Im letzten Jahr waren wir auf zahlreichen Konferenzen und anderen Events zu Gast: von der Gala bis hin zum hochtechnischen Einzelgespräch. Dabei haben wir die ganze Bandbreite der IT-Spezialisten getroffen: Händler, Service Provider, Analysten, Vetreter von Großkonzernen, Ein-Mann-Unternehmen, Start-Ups. Bei all diesen Veranstaltungen, Treffen und Gesprächen wurde eines klar: Die IT-Branche befindet sich in einem tiefgreifenden Prozess des Wandels. Nicht nur, was den Einsatz von Technologien angeht, sondern auch was die Rolle der IT selbst angeht.

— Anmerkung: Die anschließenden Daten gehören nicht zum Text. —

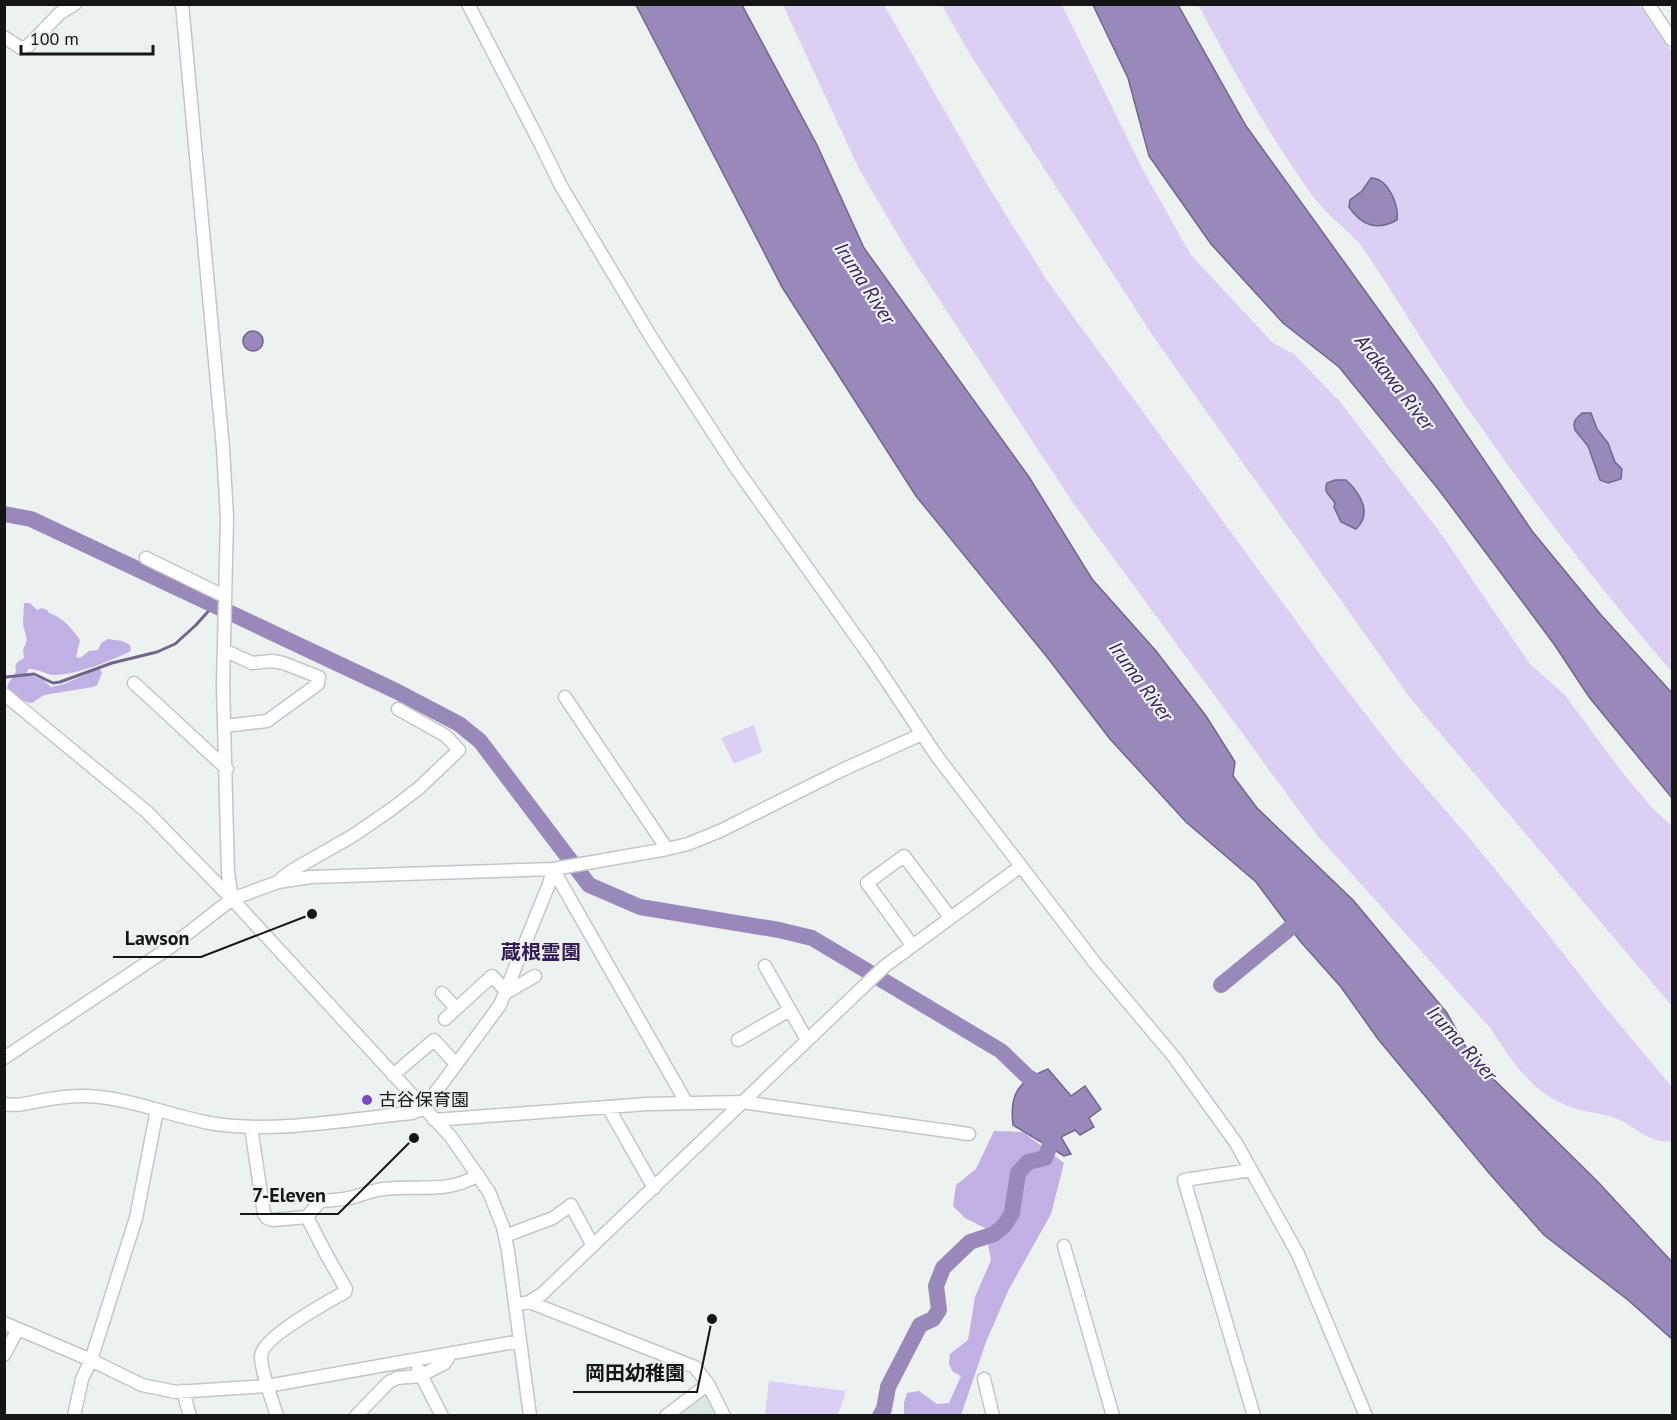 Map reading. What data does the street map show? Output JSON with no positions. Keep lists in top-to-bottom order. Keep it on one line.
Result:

Es ist ein Wandel, der nicht ohne Grundsätze einhergeht: Wir sagen Ihnen, welche Grundprinzipien den Wandel der IT-Abteilung in den kommenden Jahren prägen werden.
"Software frisst die Welt"
Marc Andreesens vielbeachteter Artikel in einer Ausgabe des "Wall Street Journal" aus dem Jahr 2011 zeigte auf, wie Software ganze Industrie-Zweige umkrempelt, egal ob Entertainment- oder Musik-Branche, Transportwesen oder Handel. Andreesens Message war: Software ist eine zentrale Komponente jedes Angebots, egal in welcher Branche. Die Phrase "Software frisst die Welt" ist inzwischen zum Synonym für den digitalen Wandel geworden. Doch die endlose Wiederholung der Phrase schwächt die zugrundeliegende Wahrheit: der Digitalisierungsdrang betrifft tatsächlich jede Branche und benachteiligt die etablierten Player.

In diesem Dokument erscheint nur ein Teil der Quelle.